On dit que treize hommes n’ont pas survécu à son rejet. Certains par fierté. D’autres par amour non partagé. Une légende ? Peut-être. Mais toute légende naît là où des femmes ordinaires n’osent pas être libres.

Elle n’était pas une « beauté » selon nos critères. Elle ne correspondait ni au moule d’Instagram ni au sourire hollywoodien. Mais le problème n’est peut-être pas elle, mais nous ? Pourquoi rions-nous si facilement de l’apparence des autres aujourd’hui, comme si cela sauvait notre fragile estime de soi ?

Parfois, on a l’impression que le temps tourne en rond. Autrefois, les femmes étaient cachées derrière des voiles ; aujourd’hui, elles le sont derrière des filtres. Autrefois, les idéaux étaient dictés par les hommes ; Aujourd’hui, par les algorithmes. Et dans les deux cas, une femme paie le même prix : elle-même.

Un jour, je me suis attardée plus longtemps que prévu sur une vieille photo. Non pas sur la moustache, ni sur la forme du visage, mais sur les yeux. Il y avait quelque chose d’incompréhensiblement moderne chez eux. Ce même défi qui résonne à travers les âges : « Tu te moques de moi parce que tu as peur d’être toi-même. »

Et soudain, j’ai réalisé que ce n’est pas elle qui est drôle. Le plus drôle, c’est que le monde est devenu tellement dépendant de l’approbation des autres qu’il ne peut plus discerner la force au-delà des normes habituelles.

Quelque part à Téhéran, le miroir dans lequel elle s’est regardée est toujours là. Peut-être reflète-t-il non seulement le visage d’une princesse, mais une époque où les femmes pouvaient être elles-mêmes sans crainte. Une époque que nous avons perdue sous les retouches.

Aujourd’hui, sa photo est à nouveau partagée – comme un mème, comme une curiosité, comme un « exemple des étranges normes du passé ». Mais peut-être sommes-nous cette curiosité ? Nous, qui mesurons la beauté au nombre de « j’aime » et à la douceur de notre peau.

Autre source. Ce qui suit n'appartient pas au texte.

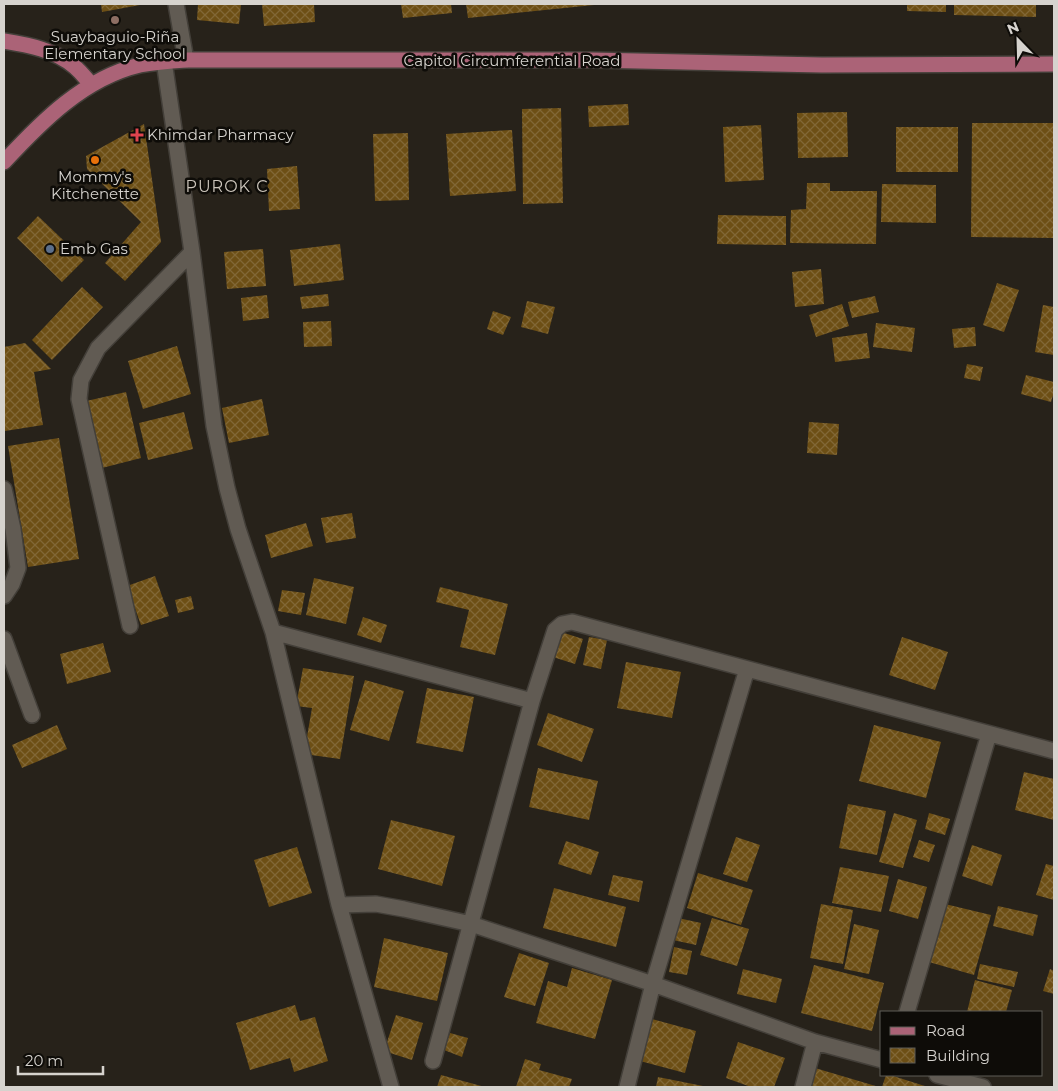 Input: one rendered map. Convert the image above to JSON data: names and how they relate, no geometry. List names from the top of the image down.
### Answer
{
  "streets": {
    "main road": ["Capitol Circumferential Road"]
  },
  "districts": ["PUROK C"],
  "places": {
    "other": ["Suaybaguio-Riña Elementary School", "Mommy's Kitchenette", "Emb Gas"],
    "health": ["Khimdar Pharmacy"]
  },
  "legend": ["Road", "Building"],
  "scale_bar": "20 m",
  "north": "top left"
}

Elle n’avait pas besoin de filtres pour devenir une légende. Nous, si.

Et si vous regardez ces vieilles photos sans moquerie, vous ne voyez pas une femme étrange, mais le reflet de ce que nous pourrions être, si nous cessions d’avoir peur de notre propre vérité.

Après tout, le plus drôle, ce n’est pas que la princesse portait une moustache.
Le plus drôle, c’est que nous n’avons pas le courage d’être nous-mêmes.